After days and week of political gamesmanship, the Foreign Minister in the Boris Johnson administration, Liz Truss, finally emerged as emerges as the Prime Minister of the United Kingdom.
The contest which saw her defeat her closet rival and former finance minister in the erstwhile administration that they both served, Rishi Sunak, was bad tempered and divisive, a situation that almost tore the Conservative party apart.
Liz Truss becomes the third female prime minster, after Margaret Thatcher, who was nicknamed the Iron lady and Theresa May.
In looking at how she rose through the ranks, as a newspaper we have observed some factors that also apply to politics in this country, which have continued to divert attention unnecessarily from issues that are of importance to us.
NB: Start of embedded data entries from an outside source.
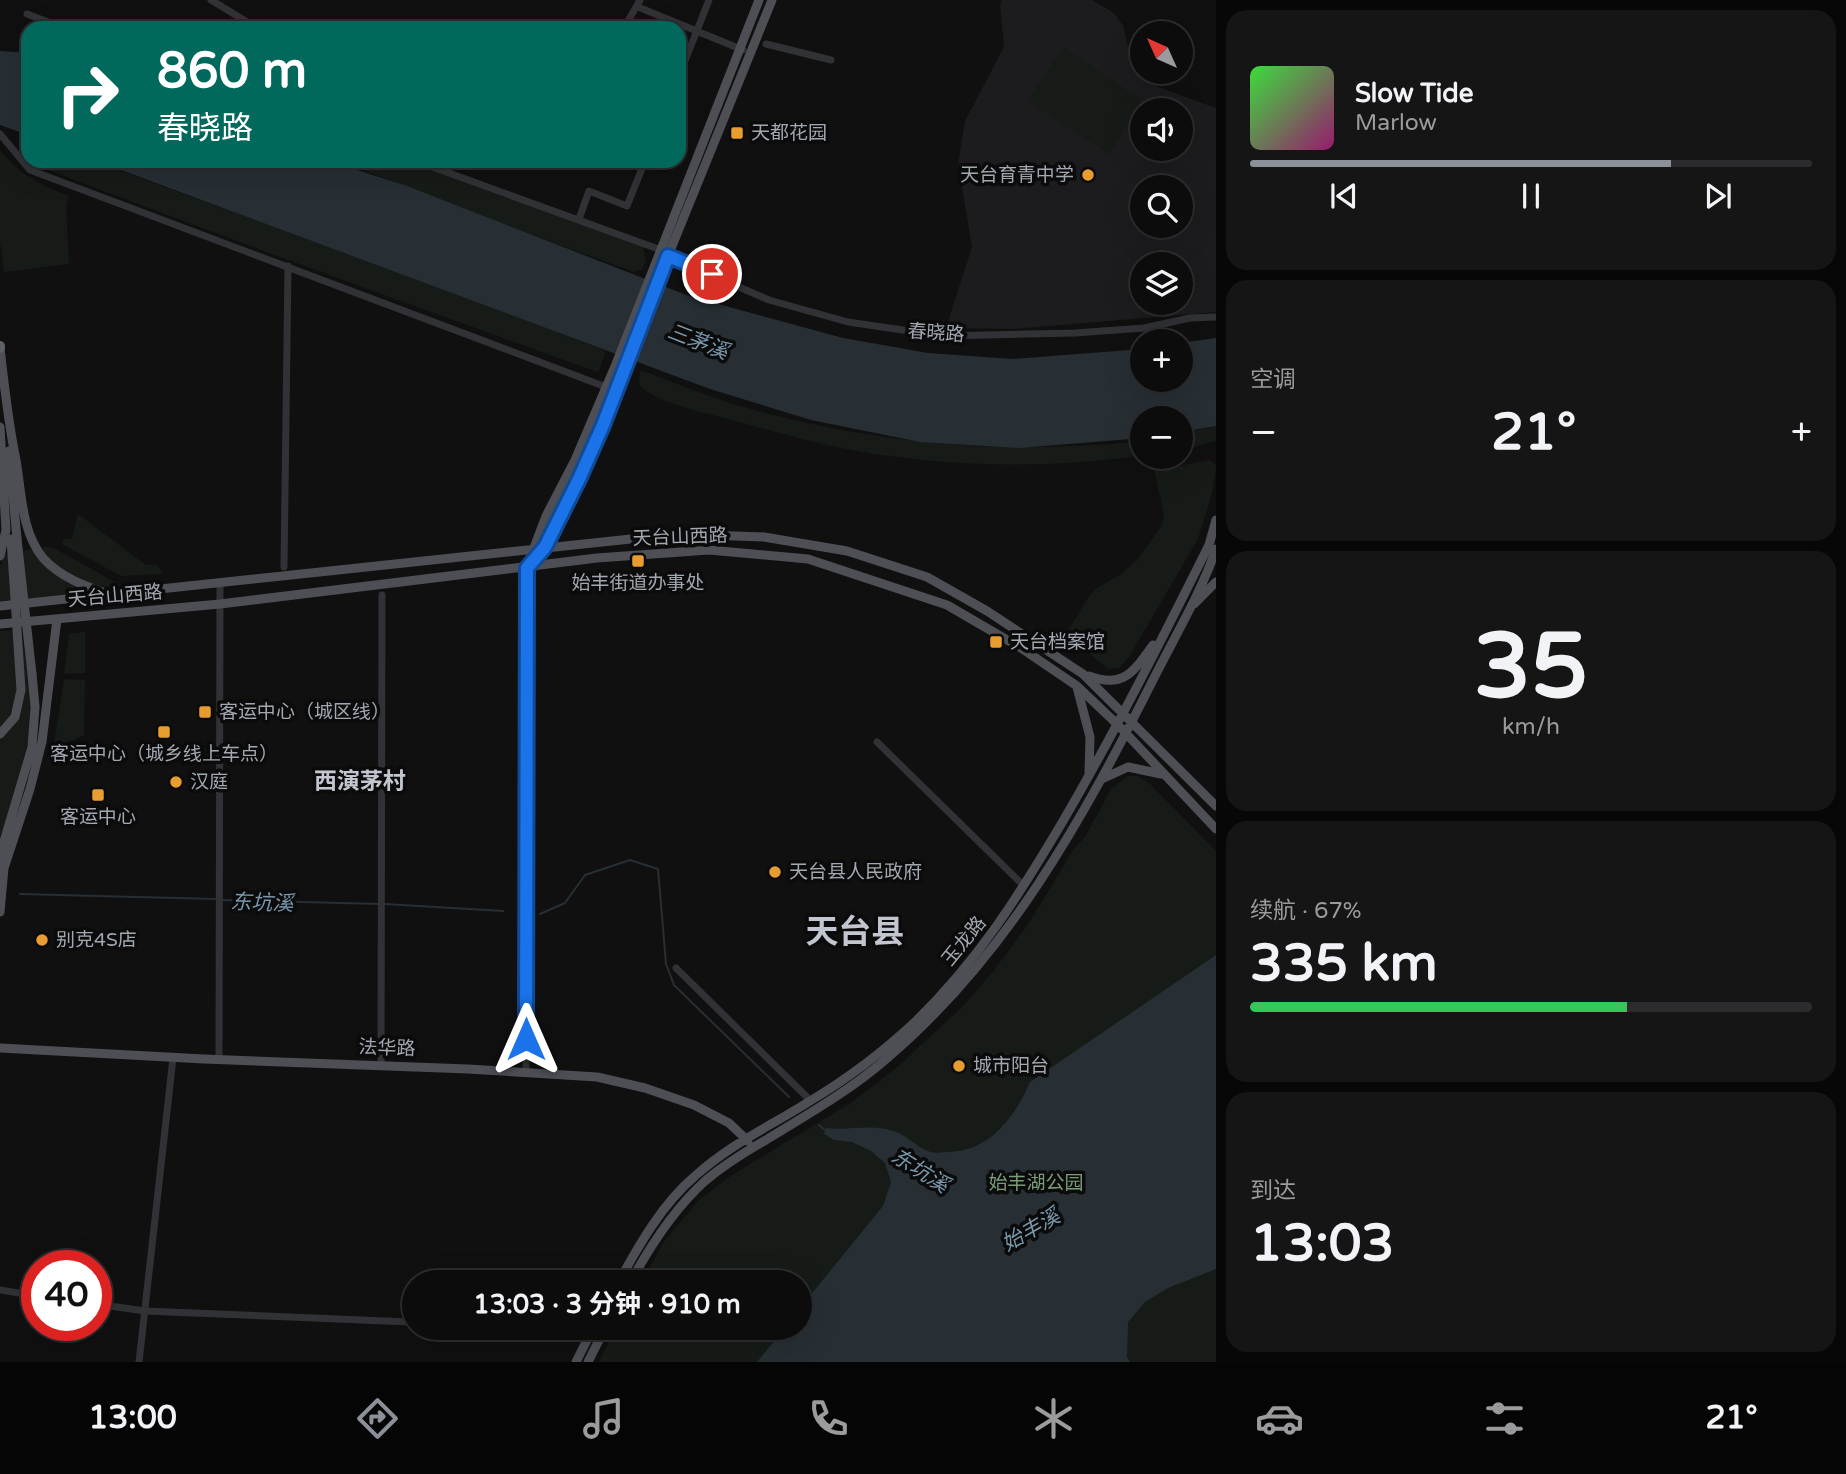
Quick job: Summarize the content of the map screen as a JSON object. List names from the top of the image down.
{
  "streets": {
    "main road": ["天台山西路", "玉龙路", "法华路"],
    "street": ["春晓路"]
  },
  "crossings": [
    ["天台山西路", "玉龙路"],
    ["玉龙路", "法华路"]
  ],
  "districts": ["西演茅村", "天台县"],
  "water": ["三茅溪", "东坑溪", "始丰溪"],
  "parks": ["始丰湖公园"],
  "places": {
    "transit": [
      "天都花园",
      "始丰街道办事处",
      "天台档案馆",
      "客运中心（城区线）",
      "客运中心（城乡线上车点）",
      "客运中心"
    ],
    "other": [
      "天台育青中学",
      "汉庭",
      "天台县人民政府",
      "别克4S店",
      "城市阳台"
    ]
  },
  "north": "top left",
  "page": {
    "map_buttons": ["+", "−"],
    "turn": ["860 m", "春晓路"],
    "song": ["Slow Tide", "Marlow"],
    "tile": [
      "空调",
      ["35", "km/h"],
      ["续航 · 67%", "335 km"],
      ["到达", "13:03"]
    ],
    "heat": ["−", "21°", "+"],
    "limit": "40",
    "trip": "13:03 · 3 分钟 · 910 m",
    "tabs": ["13:00", "21°"]
  }
}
The first should serve as a lesson to female politicians in Ghana who insist on waiting to have power dropped on their laps.
Truss did not wait for concession on the basis of her gender. Actually, that was not even at issue because the contest, while it lasted, was focused on matters that are critical to the welfare of the people as well as the place of the country in world politics. The gender of who was engaging in the debate was inconsequential.
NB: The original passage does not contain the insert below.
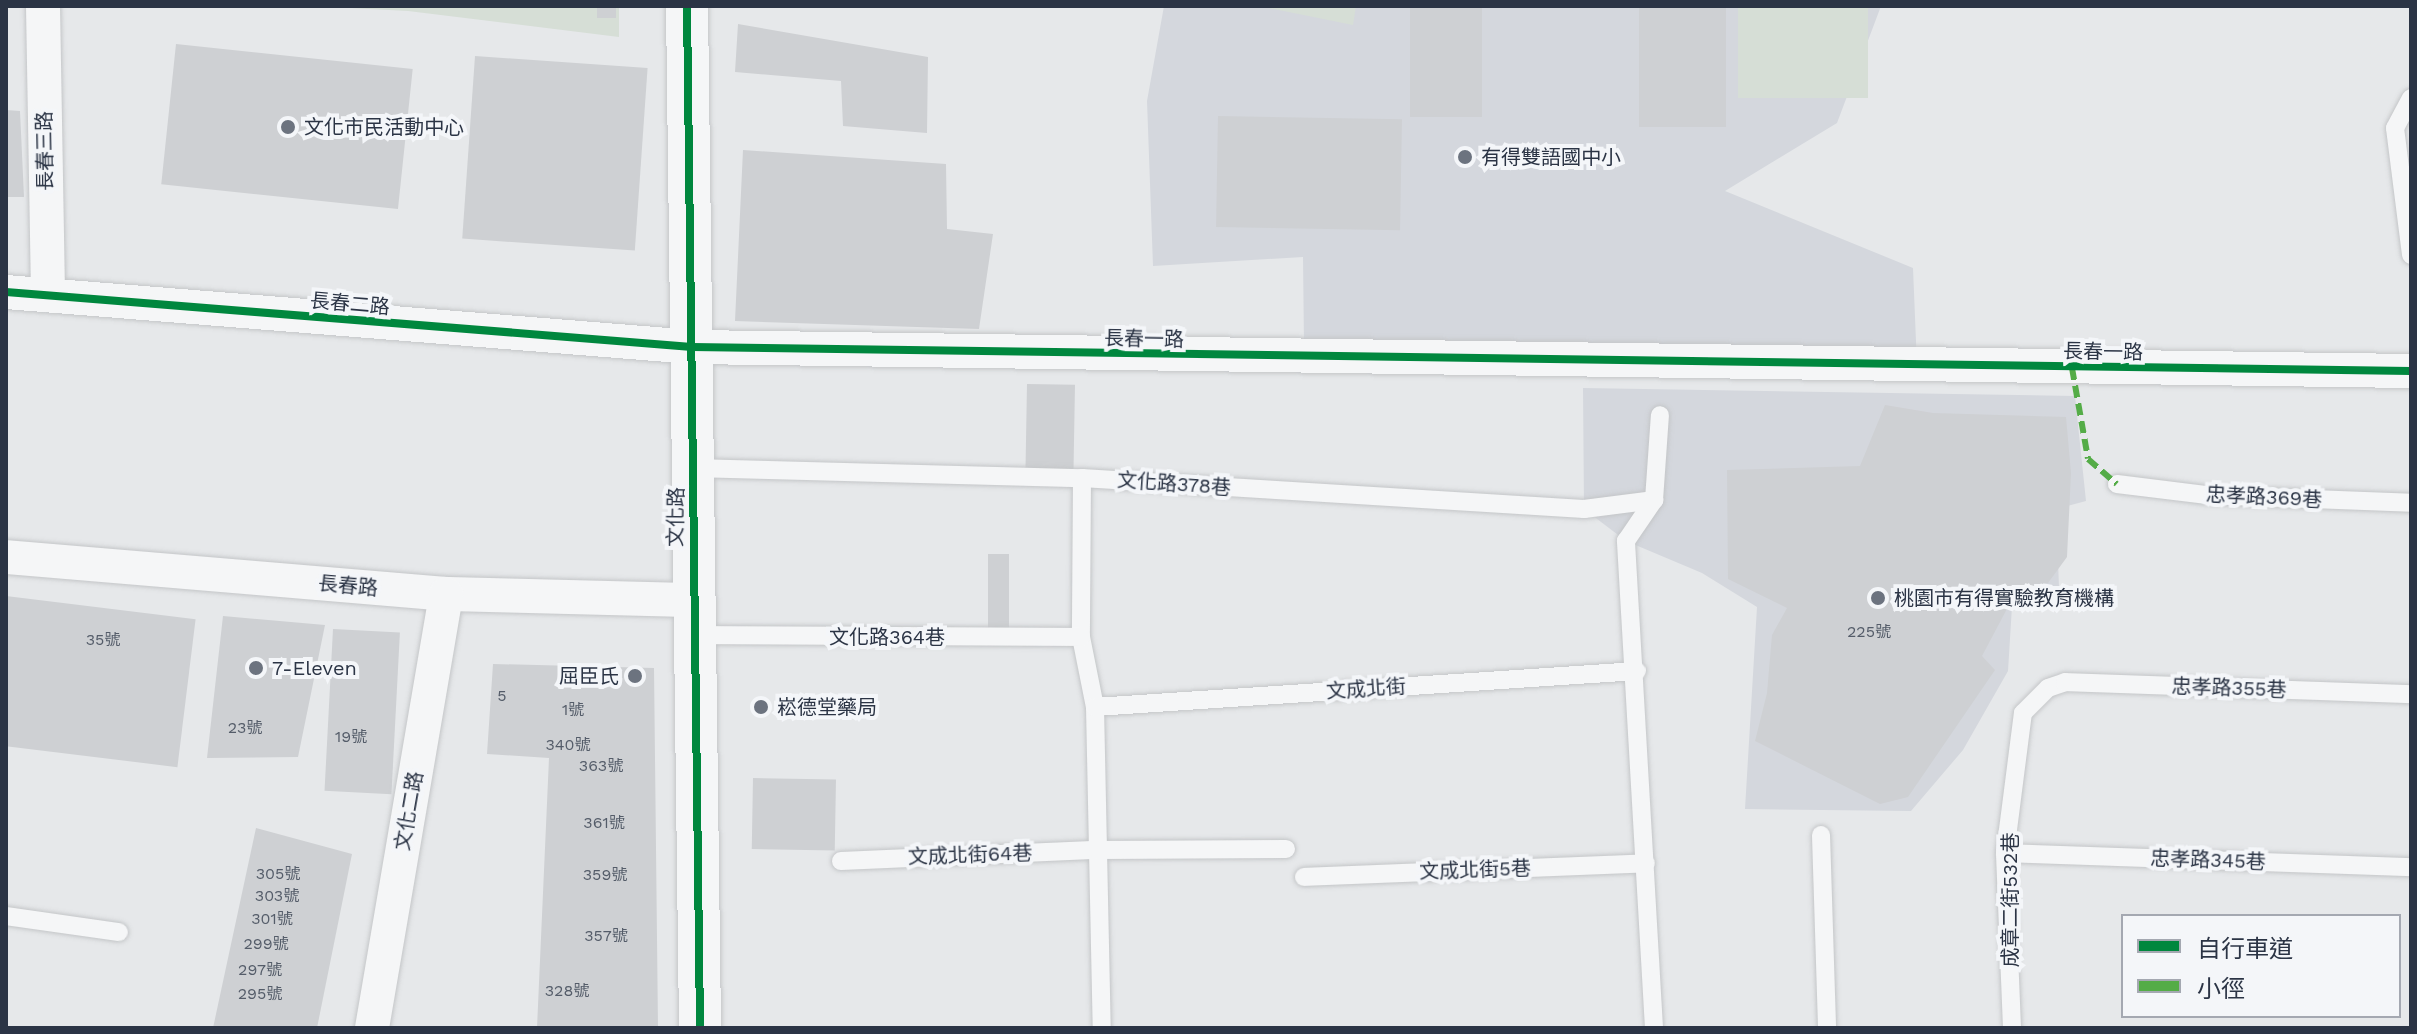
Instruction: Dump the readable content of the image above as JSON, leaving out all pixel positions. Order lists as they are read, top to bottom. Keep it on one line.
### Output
{"streets":{"street":["長春三路","長春二路","長春一路","文化路","長春路","文化二路"],"lane":["文化路378巷","忠孝路369巷","文化路364巷","忠孝路355巷","文成北街","文成北街64巷","忠孝路345巷","文成北街5巷","成章二街532巷"]},"crossings":[["長春三路","長春二路"],["長春二路","長春一路"],["長春二路","文化路"],["長春一路","文化路"],["文化路378巷","文化路"],["文化路","長春路"],["文化路","文化路364巷"],["長春路","文化路364巷"],["長春路","文化二路"],["忠孝路355巷","成章二街532巷"],["忠孝路345巷","成章二街532巷"]],"places":["文化市民活動中心","有得雙語國中小","桃園市有得實驗教育機構","7-Eleven","屈臣氏","崧德堂藥局"],"house_numbers":["225號","35號","5","1號","23號","19號","340號","363號","361號","305號","359號","303號","301號","357號","299號","297號","328號","295號"],"legend":["自行車道","小徑"]}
She achieved this feat, through conscious and deliberate effort, coupled with an impeccable record in public service. She did not wait for approval from anyone, before stepping forward to serve her nation, at the highest level.
Ghanaian women, desirous of taking up front seat role, should emulate Liz Truss’s steadfastness; they deserve to be counted on the basis of merit.
According to a report by the BBC, Senegal, Senegal now has the highest proportion of female MPs in West Africa, following July’s elections. 73 out of 165 parliamentary seats are held by women.
Senegal ranks fourth in Africa and 18th in the world for gender parity in parliament, ahead of Switzerland, France, Britain and the US, according to the Inter-Parliamentary Union in Geneva.
According to a UN report, outside Senegal, only 15 of 111 elected or appointed parliamentary or ministerial positions were filled by women in West Africa and the Sahel between December and June.
Women in Ghana can also change the narrative, making the country one of the highest representation of women in leadership in Africa, if not the world.